As the newest member of the 11-bus fleet, the propane bus is the schools' main runner, traveling between the CSB and SJU campuses 16 to 25 times each day. The bus is fueled and serviced on site. Link Transportation Director Mike Juntunen said it's too early to begin analyzing data.
The CSB Transportation Department is tracking everything from mileage to ridership to cost in order to gauge the performance of the bus. Juntunen and his staff will compare those statistics to the diesel buses at the close of the school year.
"We really don't have a handle on it yet because the bus only has 17,000 miles on it," Juntunen said. "But we know it's a cleaner burn. We're hoping this bus will be a lot cheaper as far as maintenance - it shouldn't have the problems the diesels run into."
The Transportation Department is scheduled to sell or trade in a diesel bus each year for the next three years. Juntunen said the department plans to purchase another propane-powered bus if the yearly data proves favorable and manufacturer Blue Bird's next propane model features a better suspension system and a larger fuel tank capacity.
"As we need to replace diesel buses, the plan is to build up the fleet of propane and/or other newer technologies as they come along," said Judy Purman, CSB director of sustainability.
The Transportation Department and CSB Sustainability Office discussed the possibility of turning to alternative fuel for several years before purchasing the propane bus in July 2013. Juntunen said he considered hybrid electric vehicles, compressed natural gas and other alternatives before selecting propane for its cost and cleaner burn. CSB and SJU have both agreed to achieve carbon neutrality by 2035.
Employing propane over diesel reduces carbon emissions by emitting fewer greenhouse gases. CleanFuel USA said that replacing diesel with propane produces 70 percent fewer smog-producing hydrocarbons, 50 percent less carbon monoxide, 20 percent less nitrogen oxide and 12 percent less carbon dioxide.
Juntunen said that propane-powered engines are relatively new to the market, and this is the first year Blue Bird has developed a propane version of the diesel-powered bus. The propane model is cheaper than commercial-grade diesel buses because the venture is a work-in-progress.
Propane fuel was half the cost of diesel fuel, but a recent price hike from severe weather doubled the cost of a gallon of propane, with expectations of even higher prices through winter. Historically, propane prices tend to go down in the spring.

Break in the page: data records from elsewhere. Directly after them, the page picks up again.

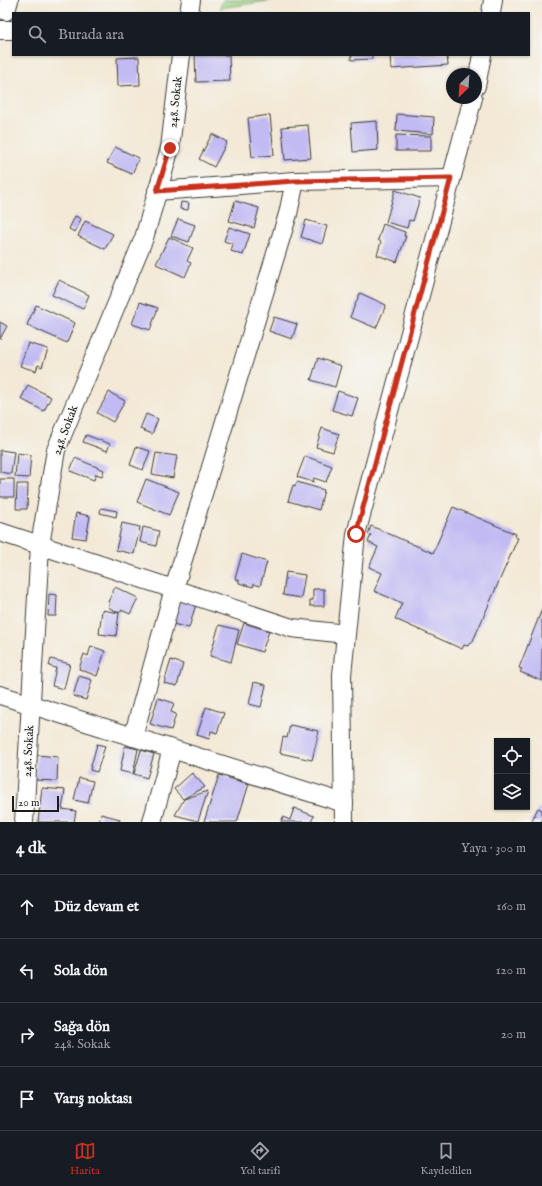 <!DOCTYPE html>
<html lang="tr">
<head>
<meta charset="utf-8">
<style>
	body { margin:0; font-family:"IM FELL English",serif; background:#20242c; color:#f1f3f6 }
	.controls { position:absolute; right:12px; bottom:12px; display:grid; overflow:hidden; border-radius:0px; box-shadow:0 1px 3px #0004 }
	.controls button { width:36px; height:36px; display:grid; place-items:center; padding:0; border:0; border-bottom:1px solid #363941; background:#171b24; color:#f1f3f6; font:20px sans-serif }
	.compass { position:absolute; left:446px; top:68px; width:36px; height:36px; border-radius:50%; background:#171b24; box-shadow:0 1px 3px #0004; rotate:205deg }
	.scale { position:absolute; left:12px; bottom:10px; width:47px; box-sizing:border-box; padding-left:4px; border:2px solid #1c1c1c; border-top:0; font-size:11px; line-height:14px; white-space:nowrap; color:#1c1c1c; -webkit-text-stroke:3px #f6f6f2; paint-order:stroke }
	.stop { position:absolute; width:12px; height:12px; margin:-9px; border:3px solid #c8321e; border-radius:50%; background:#fff }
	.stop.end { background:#c8321e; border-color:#fff; box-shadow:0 1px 4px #0008 }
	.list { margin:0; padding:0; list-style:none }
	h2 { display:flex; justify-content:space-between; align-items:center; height:52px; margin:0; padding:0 16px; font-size:17px }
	h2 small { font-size:13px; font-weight:400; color:#9ea1a6 }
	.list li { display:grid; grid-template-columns:26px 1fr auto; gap:12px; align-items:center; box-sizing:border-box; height:64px; padding:0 16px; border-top:1px solid #363941 }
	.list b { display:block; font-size:15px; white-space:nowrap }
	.list p { margin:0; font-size:13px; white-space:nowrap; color:#9ea1a6 }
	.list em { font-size:13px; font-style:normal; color:#9ea1a6 }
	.icon { flex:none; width:22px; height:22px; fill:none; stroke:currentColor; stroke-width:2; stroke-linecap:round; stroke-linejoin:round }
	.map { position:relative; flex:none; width:542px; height:822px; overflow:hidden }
	.search { position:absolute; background:#171b24; box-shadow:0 1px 3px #0004; left:12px; right:12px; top:12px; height:44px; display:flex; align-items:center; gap:10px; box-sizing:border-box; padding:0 14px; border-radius:0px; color:#9ea1a6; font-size:15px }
	.sheet { height:308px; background:#171b24 }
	nav { display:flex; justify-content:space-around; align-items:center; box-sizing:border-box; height:56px; border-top:1px solid #363941; background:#171b24; font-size:11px; color:#9ea1a6 }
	nav a { display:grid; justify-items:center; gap:2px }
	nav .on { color:#c8321e }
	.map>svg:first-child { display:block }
	.green { fill:#9dd689; stroke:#5c7952 }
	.building { fill:#c1baf3 }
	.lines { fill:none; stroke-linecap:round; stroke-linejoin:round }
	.minor-casing { stroke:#3c3b38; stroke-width:20 }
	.minor { stroke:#fff; stroke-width:18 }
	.route { stroke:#c8321e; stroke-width:5 }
	.labels { text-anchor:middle; stroke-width:3; stroke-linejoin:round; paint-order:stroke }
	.street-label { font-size:12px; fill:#1c1c1c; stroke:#f6f6f2 }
</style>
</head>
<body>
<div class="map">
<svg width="542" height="822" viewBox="0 0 542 822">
	<rect width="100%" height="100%" fill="#f6f6f2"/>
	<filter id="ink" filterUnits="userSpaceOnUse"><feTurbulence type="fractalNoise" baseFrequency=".025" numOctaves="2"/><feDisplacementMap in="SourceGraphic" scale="8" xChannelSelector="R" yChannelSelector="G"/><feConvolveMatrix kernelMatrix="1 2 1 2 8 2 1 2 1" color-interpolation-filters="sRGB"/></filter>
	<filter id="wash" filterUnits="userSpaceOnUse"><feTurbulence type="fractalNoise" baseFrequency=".012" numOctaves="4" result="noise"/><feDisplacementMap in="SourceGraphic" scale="16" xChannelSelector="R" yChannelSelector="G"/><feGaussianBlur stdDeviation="0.9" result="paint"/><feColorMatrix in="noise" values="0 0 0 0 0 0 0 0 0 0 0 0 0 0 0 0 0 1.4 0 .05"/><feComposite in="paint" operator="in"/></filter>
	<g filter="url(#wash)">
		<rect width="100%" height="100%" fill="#f3e9d6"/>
		<path class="green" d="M223 0H275L220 8Z"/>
		<g id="blocks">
			<g class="building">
				<path d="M195 55H229L230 81 196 82Z"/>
				<path d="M351 55H372V59L351 60Z"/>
				<path d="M390 55H447L448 65 391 69Z"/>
				<path d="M139 57 140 85 118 86 117 58Z"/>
				<path d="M397 114 434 117 433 134 396 131Z"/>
				<path d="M270 115 274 155 252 157 248 118Z"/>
				<path d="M377 121 378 150 353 152 351 123Z"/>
				<path d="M308 125 311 158 285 160 282 127Z"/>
				<path d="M212 134 227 142 214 167 199 159Z"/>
				<path d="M396 135 431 136V151H396Z"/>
				<path d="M115 147 139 158 132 174 107 163Z"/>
				<path d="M395 190 420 198 413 221 409 220 407 228 386 222Z"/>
				<path d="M235 201 259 208 254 228 229 221Z"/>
				<path d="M181 202 189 203 188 210 180 209Z"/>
				<path d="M75 216 81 219 75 232 69 229Z"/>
				<path d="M178 219 195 225 189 242 171 236Z"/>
				<path d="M306 220 327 226 322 244 301 237Z"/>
				<path d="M85 221 113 234 105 249 78 236Z"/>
				<path d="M383 224 405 232 404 236H406L397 262 377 255 381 242 378 240Z"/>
				<path d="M229 227 250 234 243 255 231 251 233 244 224 241Z"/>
				<path d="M169 237 193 248 187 261 191 263 185 277 156 264Z"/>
				<path d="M59 280 89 295 83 309 52 295Z"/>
				<path d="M360 293 386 305 376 328 350 317Z"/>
				<path d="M140 302 158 308 150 330 132 324Z"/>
				<path d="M36 305 75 323 67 343 27 325Z"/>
				<path d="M274 317 297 324 292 339 269 331Z"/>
				<path d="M0 322 7 326 0 339Z"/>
				<path d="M28 343 48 349 42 367 38 365 36 371 20 366Z"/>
				<path d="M318 358 341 366 335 387 311 380Z"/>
				<path d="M28 385 51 397 44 411 21 399Z"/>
				<path d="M338 391 358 398 352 416 332 410Z"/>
				<path d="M109 392 125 401 113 422 97 413Z"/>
				<path d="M146 414 158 419 152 434 140 429Z"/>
				<path d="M322 428 339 434 333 452 316 447Z"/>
				<path d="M86 435 110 444 107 451 83 442Z"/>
				<path d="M136 447 150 451 143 470 130 465Z"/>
				<path d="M0 450 14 452 11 474 0 472Z"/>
				<path d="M17 453 31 455 29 478 15 477Z"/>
				<path d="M156 453 177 456 173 478 152 474Z"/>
				<path d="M305 456 332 466 326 482 314 478 313 482 297 477Z"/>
				<path d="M75 458 104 470 102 476 96 474 94 480 70 471Z"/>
				<rect x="0" y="479" width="14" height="18"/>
				<path d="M146 479 179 492 169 515 137 502Z"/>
				<path d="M297 482 324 490 319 510 288 501 293 485 295 486Z"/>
				<path d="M17 484H28L27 509H16Z"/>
				<path d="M453 507 516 534 515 537 518 538 472 643 470 642 468 646 464 645 462 649 395 619 402 603 374 591 382 573 369 567 378 547 368 542 371 535 368 534 371 526 433 553Z"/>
				<path d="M101 508 117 511 116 517 100 513Z"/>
				<path d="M76 513 90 516 86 539 72 537Z"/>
				<path d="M122 523 140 527 134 554 116 550Z"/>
				<path d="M143 527 159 531 156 546 140 542Z"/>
				<path d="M242 554 267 562 260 586 254 584 253 587 239 583V580L235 579Z"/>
				<path d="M286 572 305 575 301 598 283 595Z"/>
				<path d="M115 587 138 598 130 614 121 610 119 613 108 607 110 603 108 602Z"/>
				<path d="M313 589H324V606H310V600H313Z"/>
				<path d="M49 594 57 595 56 616H48Z"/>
				<path d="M180 599 196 604 189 628 173 624Z"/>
				<path d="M542 609V681L520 672 522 669 519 668Z"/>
				<path d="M102 610 119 613 116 636 99 634Z"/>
				<path d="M244 623 269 631 262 652 237 644Z"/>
				<path d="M219 625 239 630 231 662 210 656Z"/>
				<path d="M91 646 105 651 97 676 79 669 84 654 88 656Z"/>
				<path d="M51 659 70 664 64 689 52 686 56 668 49 666Z"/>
				<path d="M171 660 183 664 177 686 164 683Z"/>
				<path d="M79 676 92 680 86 700 73 696Z"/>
				<path d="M254 682 266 685 261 707 249 704Z"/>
				<path d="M158 698 174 703 171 712 176 714 171 730 150 724Z"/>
				<path d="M206 707 224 713 217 733 211 731 209 739 197 735Z"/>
				<path d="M290 725 319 731 312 760 280 753 283 737 287 738Z"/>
				<path d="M97 744 105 746 97 772 90 770Z"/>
				<path d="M125 746 138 749 133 774 120 771Z"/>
				<path d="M141 750 154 754 147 778 134 774Z"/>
				<path d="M37 755 58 757 57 781 35 780Z"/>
				<path d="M192 773 205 787 183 799 174 789Z"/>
				<path d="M219 775 249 784 237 822H204Z"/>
				<path d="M79 778 93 781 88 803 74 800Z"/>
				<path d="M42 788 65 790 62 809 76 811 74 822H38Z"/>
				<path d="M208 791 198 821 175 815 184 799Z"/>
				<path d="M294 808 314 816 311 822H281L283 817 290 820Z"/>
				<path d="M538 808 542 810V822H531Z"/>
				<path d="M101 814 120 819 119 822H99Z"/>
			</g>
		</g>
	</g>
	<g filter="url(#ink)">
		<use href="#blocks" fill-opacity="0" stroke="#3c3b38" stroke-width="1"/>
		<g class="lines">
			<g class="minor-casing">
				<g id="minor">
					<path d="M6 11 9 0"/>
					<path d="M189 13 191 0"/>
					<path d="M491 13 493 0"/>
					<path d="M0 30H13"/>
					<path d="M476 86 482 55"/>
					<path d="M157 191 295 181"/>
					<path d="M0 532 292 628 346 634"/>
					<path d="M0 695 344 803"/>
					<path d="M133 737 174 589 288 214 295 181 451 178"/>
					<path d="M24 822 40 545 56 450 144 238 170 148 181 55"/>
					<path d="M152 822 172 749"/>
					<path d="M344 822 342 675 356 534 473 98"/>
				</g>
			</g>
			<use href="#minor" class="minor"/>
		</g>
	</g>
	<g class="lines" filter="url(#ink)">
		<path class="route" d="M170 148 157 191 295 181 451 178 356 534"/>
	</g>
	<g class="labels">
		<g class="street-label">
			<text transform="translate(175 102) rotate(-84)" y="4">248. Sokak</text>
			<text transform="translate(65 430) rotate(-70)" y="4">248. Sokak</text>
			<text transform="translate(28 751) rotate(-87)" y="4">248. Sokak</text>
		</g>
	</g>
</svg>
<div class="controls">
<button><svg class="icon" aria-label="locate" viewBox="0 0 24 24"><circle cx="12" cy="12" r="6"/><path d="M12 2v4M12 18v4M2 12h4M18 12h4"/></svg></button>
<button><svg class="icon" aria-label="layers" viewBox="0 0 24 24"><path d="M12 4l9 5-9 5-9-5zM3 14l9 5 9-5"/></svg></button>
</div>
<svg class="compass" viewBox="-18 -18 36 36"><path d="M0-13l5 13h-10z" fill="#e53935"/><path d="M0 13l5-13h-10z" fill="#9ea1a6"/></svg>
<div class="scale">20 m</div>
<div class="stop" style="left:356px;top:534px"></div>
<div class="stop end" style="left:170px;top:148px"></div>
<div class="search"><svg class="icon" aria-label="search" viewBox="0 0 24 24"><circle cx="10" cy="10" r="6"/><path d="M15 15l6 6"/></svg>Burada ara</div>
</div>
<section class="sheet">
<h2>4 dk<small>Yaya · 300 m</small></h2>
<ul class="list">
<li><svg class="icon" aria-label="ahead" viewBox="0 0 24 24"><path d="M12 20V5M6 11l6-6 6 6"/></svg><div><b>Düz devam et</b></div><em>160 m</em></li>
<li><svg class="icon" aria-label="left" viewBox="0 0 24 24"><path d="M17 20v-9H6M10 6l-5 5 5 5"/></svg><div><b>Sola dön</b></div><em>120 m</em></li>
<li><svg class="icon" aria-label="right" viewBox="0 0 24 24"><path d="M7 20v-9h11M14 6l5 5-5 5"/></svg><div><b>Sağa dön</b><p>248. Sokak</p></div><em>20 m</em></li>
<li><svg class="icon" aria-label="arrive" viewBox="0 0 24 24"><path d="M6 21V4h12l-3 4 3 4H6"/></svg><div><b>Varış noktası</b></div></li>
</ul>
</section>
<nav>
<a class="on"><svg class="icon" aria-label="map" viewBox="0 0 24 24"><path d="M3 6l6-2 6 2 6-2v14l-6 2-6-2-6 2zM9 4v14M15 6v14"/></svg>Harita</a>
<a><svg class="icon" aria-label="directions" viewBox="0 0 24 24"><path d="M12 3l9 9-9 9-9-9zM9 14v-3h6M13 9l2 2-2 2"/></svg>Yol tarifi</a>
<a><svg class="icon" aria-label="saved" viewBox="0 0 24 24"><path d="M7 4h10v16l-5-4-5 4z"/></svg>Kaydedilen</a>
</nav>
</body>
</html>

"The diesels average about 5.5 miles to the gallon, and propane (averages) 3.5 to 4," Juntunen said. "But it's still (historically) cheaper running propane because you can get almost two gallons for the cost of one compared to diesel."
Juntunen said propane's availability is one reason for its typically lower cost. Ninety percent of the United States' propane supply is produced domestically.
"This was 'out of the box' and a risky move in that until you try something, you don't know how it is going to work," Purman said. "They could have easily stuck with what 'we've always done' but they didn't. Hats off to the Transportation Department for this innovative approach."